In sum, we conclude that the confidentiality rules here do not rise to the level of a 'law' within the meaning of the official misconduct statute. The State's evidence that defendant violated those rules is not sufficient to show that defendant performed an act 'forbidden by law' as required to sustain a conviction of official misconduct." Williams, 239 Ill. 2d at 132-33.
Similarly in this case, the regulations at issue are not "laws" within the meaning of the statute because there is no evidence that they were enacted, sanctioned, or approved by a governing body.
The State, which does not address how the regulations were prescribed, argues that Williams is inapposite because it involved subsection (b) of the official misconduct statute, which prohibits public employees from knowingly performing acts known to be "forbidden by law to perform," and defendant was charged and tried under subsection (a). This argument fails. It is a "general rule of statutory construction that when the same words appear in different parts of the same statute, they should be given the same meaning absent some contextual indication that the legislature intended otherwise." Grever, 222 Ill. 2d at 331. As no such indication appears here, "law" necessarily carries the same meaning under both subsections (a) and (b) of the statute.
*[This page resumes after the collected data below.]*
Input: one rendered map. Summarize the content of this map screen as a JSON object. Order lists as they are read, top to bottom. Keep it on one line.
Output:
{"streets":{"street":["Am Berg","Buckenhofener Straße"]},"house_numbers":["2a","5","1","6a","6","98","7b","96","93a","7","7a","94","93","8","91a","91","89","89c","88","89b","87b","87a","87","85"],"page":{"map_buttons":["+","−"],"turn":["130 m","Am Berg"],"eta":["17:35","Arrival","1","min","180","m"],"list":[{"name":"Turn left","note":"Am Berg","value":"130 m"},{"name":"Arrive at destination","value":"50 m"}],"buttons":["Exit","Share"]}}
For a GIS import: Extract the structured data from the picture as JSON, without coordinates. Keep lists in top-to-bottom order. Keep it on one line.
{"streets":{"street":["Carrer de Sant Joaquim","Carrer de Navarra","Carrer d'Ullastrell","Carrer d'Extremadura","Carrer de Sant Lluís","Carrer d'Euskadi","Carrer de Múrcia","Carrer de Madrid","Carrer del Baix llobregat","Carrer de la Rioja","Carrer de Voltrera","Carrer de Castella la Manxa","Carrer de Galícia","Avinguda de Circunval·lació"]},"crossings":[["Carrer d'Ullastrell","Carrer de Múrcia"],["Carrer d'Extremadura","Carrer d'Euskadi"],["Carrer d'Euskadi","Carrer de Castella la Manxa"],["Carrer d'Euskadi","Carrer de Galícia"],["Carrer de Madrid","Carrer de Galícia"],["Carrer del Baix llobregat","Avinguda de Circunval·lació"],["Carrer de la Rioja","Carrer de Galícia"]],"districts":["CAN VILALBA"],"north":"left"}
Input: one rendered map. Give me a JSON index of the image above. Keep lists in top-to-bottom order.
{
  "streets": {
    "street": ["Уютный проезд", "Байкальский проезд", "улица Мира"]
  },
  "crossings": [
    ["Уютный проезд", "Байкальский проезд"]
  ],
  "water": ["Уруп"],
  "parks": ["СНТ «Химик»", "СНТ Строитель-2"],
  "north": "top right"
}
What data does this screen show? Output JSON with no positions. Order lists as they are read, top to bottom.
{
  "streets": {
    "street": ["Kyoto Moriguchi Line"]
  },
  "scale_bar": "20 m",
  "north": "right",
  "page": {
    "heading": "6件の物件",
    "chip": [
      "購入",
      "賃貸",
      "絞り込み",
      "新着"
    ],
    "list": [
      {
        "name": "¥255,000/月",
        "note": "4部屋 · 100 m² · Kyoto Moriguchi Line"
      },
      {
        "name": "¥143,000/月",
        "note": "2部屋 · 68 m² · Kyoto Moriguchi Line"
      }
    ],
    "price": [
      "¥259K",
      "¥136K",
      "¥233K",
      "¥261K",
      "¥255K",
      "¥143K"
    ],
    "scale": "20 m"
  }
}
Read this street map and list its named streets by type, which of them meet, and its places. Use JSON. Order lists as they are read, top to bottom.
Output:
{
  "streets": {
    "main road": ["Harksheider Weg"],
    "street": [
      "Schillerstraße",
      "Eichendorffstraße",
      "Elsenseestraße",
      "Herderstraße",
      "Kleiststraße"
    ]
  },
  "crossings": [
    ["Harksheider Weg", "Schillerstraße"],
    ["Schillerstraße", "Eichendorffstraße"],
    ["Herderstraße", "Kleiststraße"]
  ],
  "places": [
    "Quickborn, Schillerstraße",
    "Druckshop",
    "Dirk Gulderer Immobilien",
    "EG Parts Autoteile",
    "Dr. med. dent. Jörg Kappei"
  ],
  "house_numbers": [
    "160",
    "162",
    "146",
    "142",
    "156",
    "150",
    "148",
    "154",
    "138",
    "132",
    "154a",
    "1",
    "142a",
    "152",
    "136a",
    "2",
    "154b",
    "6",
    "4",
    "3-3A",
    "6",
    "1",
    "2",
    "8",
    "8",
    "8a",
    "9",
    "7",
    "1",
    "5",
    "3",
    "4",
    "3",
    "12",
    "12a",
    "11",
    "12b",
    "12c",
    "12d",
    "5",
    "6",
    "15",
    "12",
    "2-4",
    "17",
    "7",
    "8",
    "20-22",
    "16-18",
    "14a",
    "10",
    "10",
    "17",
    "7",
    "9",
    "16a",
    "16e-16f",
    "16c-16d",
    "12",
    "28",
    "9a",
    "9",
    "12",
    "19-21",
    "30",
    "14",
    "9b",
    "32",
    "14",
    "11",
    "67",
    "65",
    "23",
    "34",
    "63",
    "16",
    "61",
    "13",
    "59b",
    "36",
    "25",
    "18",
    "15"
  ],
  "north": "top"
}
The State also argues, based primarily on appellate court decisions, that "[d]efendant's position is contrary to a whole line of cases in Illinois [that have] found violations of rules and regulations of law enforcement agencies by law enforcement officers to be official misconduct." Williams does not, however, run afoul of the supreme court cases cited by the State (Fellhauer v. City of Geneva, 142 Ill. 2d 495 (1991); Grever, 222 Ill. 2d 321; Howard, 228 Ill. 2d 428), and to the extent there are any inconsistencies between this court's prior decisions and Williams, an issue we do not reach, we are bound by our supreme court's decision in Williams. People v. Artis, 232 Ill. 2d 156, 164 (2009) ("The appellate court lacks authority to overrule decisions of [the supreme] court, which are binding on all lower courts."). Since there is no evidence on the record sub judice that the Harvey police department's regulations were enacted, sanctioned, or approved by a governing body, defendant's violations of those regulations alone cannot sustain a conviction under the official misconduct statute. Like our supreme court:
"[W]e emphasize that our holding should not be interpreted as an approval of defendant's conduct. The conduct here is certainly troublesome and unjustifiable. We hold that defendant did not commit the offense of official misconduct only because the [regulations] at issue here cannot be construed as 'laws' under the statute." Williams, 239 Ill. 2d at 133.
We reverse defendant's convictions for official misconduct and enter a judgment of acquittal on each count. See People v. Olivera, 164 Ill. 2d 382, 393 (1995) ("The double jeopardy clause forbids a second, or successive, trial for the purpose of affording the prosecution another opportunity to supply evidence it failed to muster in the first proceeding.").
Defendant's convictions for official misconduct are reversed, and a judgment of acquittal is entered on those counts. The Harvey police department's regulations are not, on the record sub judice, "laws" within the meaning of the official misconduct statute.
© 1992-2011 VersusLaw Inc.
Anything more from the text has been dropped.